Devletin, maden işletme faaliyetlerinin her bakımdan geri dönülmez bir biçimde verdiği zararlardan dolayı bu tür ihalelerin açılmaması, açılanların da iptal edilmesi gerekir. Sadece yaşamsal zorunluluğumuz olan ihtiyaçlara yönelik olarak işletilmesine izin verilmesi düşünülebilir ancak bunların da çevreye en az zarar verecek şekilde ve mümkün olduğunca kayalık arazide açılması, yeşil örtünün en az olduğu ve yerleşim alanlarından uzak bölgelerde olması gerekmektedir. Bizlerin de bu madenlerde çıkan değerli denilen ürünlere (altın, gümüş, elmas vs) karşı talebimizin olmaması gerekiyor. Maden işletmeciliğine karşı çoğunlukla yerel düzeyde verilen mücadeleleri ülke geneline yaymak, toplumsallaştırmak ve ortak bir mücadeleye dönüştürmek daha etkili ve sonuç alıcı olabilir.

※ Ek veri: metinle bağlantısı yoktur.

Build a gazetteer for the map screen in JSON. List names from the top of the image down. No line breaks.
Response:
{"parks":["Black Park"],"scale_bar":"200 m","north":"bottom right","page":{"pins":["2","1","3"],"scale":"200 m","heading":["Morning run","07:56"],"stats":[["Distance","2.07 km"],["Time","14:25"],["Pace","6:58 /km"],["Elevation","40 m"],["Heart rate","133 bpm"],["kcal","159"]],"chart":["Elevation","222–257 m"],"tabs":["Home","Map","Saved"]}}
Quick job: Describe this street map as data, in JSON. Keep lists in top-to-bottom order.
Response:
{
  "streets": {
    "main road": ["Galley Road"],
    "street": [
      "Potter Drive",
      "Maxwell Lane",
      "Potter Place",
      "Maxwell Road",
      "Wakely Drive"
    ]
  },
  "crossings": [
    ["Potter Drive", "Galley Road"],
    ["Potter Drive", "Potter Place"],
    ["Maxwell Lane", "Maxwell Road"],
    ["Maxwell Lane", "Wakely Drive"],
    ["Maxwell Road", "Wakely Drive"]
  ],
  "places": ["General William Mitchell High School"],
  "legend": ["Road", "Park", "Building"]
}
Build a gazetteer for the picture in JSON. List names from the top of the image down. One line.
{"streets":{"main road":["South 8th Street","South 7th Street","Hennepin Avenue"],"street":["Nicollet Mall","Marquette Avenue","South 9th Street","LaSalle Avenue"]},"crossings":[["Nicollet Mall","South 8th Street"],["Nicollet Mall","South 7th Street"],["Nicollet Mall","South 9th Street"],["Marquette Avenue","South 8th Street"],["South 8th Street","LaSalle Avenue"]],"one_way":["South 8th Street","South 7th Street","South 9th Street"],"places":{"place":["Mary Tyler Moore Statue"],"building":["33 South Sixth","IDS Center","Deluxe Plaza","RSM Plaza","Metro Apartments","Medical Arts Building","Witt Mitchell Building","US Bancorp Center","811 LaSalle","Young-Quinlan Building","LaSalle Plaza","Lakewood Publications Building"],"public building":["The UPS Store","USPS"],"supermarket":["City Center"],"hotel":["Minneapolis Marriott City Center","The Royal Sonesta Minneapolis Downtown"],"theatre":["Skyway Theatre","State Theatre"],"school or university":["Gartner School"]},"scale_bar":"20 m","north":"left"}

Bu nedenle yakın hissettiğimiz ya da faaliyetlerine katıldığımız parti, dernek, Sivil Toplum Kuruluşu (STK) gibi yapılardan bu konuda duyarlı olmalarını ve doğabilecek zararlara karşı karşı gündem oluşturmalarını istemeliyiz.
Zaten yine insan kaynaklı olan iklim değişiminin orman yangınlarına hız kazandırdığı günümüzde, bir de maden ocaklarının açılarak ormanlarımızın kaybolma süreçlerini daha da hızlandırmayalım.
Hatay bölgesinde bu ay hepimizi üzen büyük çaplı orman yangınları oldu. Yanan bölgeyi maden arama çalışmalarıyla ilişkilendirilip rant için yakıldığı yönünde de iddialar mevcut. Bu konunun da araştırılarak yakın takipçisi olmamız ve yanan alanların yeniden yeşillendirilmesi için baskı yapmamız gerekir.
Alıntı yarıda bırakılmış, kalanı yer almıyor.